What to do: Ask your parents to discuss their goals regarding medical care and their living situation. You will want to have a frank talk with the doctors beforehand to ensure your parents understand their health problems and what declines or crises they should plan for. Be sure to talk about the pros and cons of the available options, and try to find out what kinds of trade-offs your parents might consider acceptable.
Remember, most families eventually face a trade-off between safety and independence. Being Mortal, by Dr. Atul Gawande, is a good book that explores how several families, including that of the author himself, navigated these dilemmas.
4. Distinguish what you need from what your parents need
When we get anxious about our parents’ safety, or their reluctance to accept help, what is it we really need and want? What fear or desire is driving us?
I try to explore this with families when there’s conflict or resistance because I find it helps untangle sticky situations. Some common underlying issues include:
- A need to minimize guilt
- A fear of conflict with other siblings
- A fear that a parent is going to decline further and require more help
- A desire to know that a parent is happy and comfortable
- A desire for control and for knowing what will happen next
- A fear that what is happening to our parents might eventually happen to us
But as the relationship experts have been telling us for decades, the best approach is to accept that things change and to focus on what we can do differently. We shouldn’t try to meet our own needs by controlling what others do.

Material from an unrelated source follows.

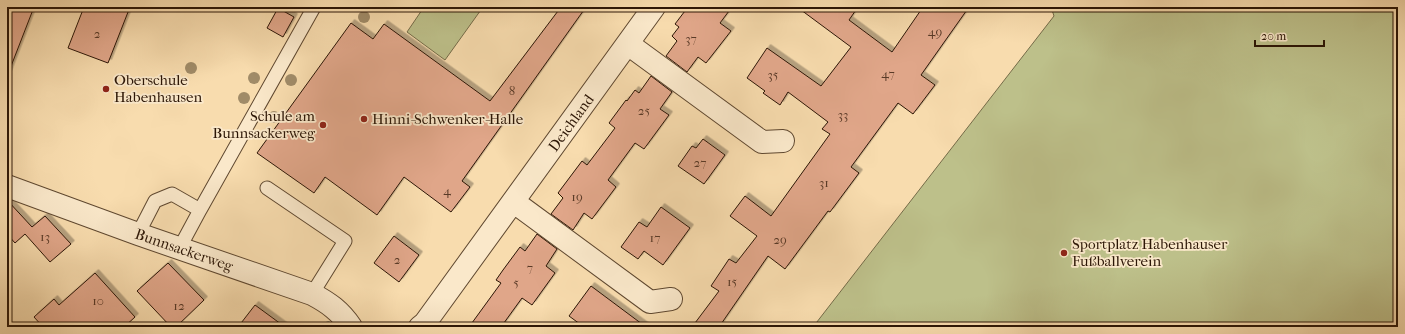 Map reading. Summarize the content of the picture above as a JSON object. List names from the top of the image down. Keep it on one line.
{"streets":{"street":["Deichland","Bunnsackerweg"]},"places":["Oberschule Habenhausen","Hinni-Schwenker-Halle","Schule am Bunnsackerweg","Sportplatz Habenhauser Fußballverein"],"house_numbers":["49","2","37","47","35","8","25","33","27","31","4","19","13","17","29","2","7","15","5","10","12"],"scale_bar":"20 m"}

What to do: List your fears, frustrations, desires and goals regarding your parents’ well-being and health. Notice the ways in which they are distinct from what your parents’ own fears and desires might be for themselves. Look for ways to address your fears and desires while respecting your parents’ preferences. This often means giving up the idea that your parents have to do this or that. Relationship counseling can help.
There Are No Silver Bullets
Now, I won’t sugarcoat this. Even when you get informed, are thoughtful in your approach, and obtain the right kind of assistance, helping older parents through this stage of life will be a challenge. Of course you will worry about them. And they will probably never be entirely free of reluctance to make changes and accept help.
But over the years, I’ve seen that some families get stuck in a rut of conflict and frustration, whereas others find ways to move forward more constructively.
It might feel like an extra effort to do these things. But by investing in your ability to better navigate these difficult situations with your parents, your family will get closer to what we all want: less stress for ourselves and better quality of life for our parents.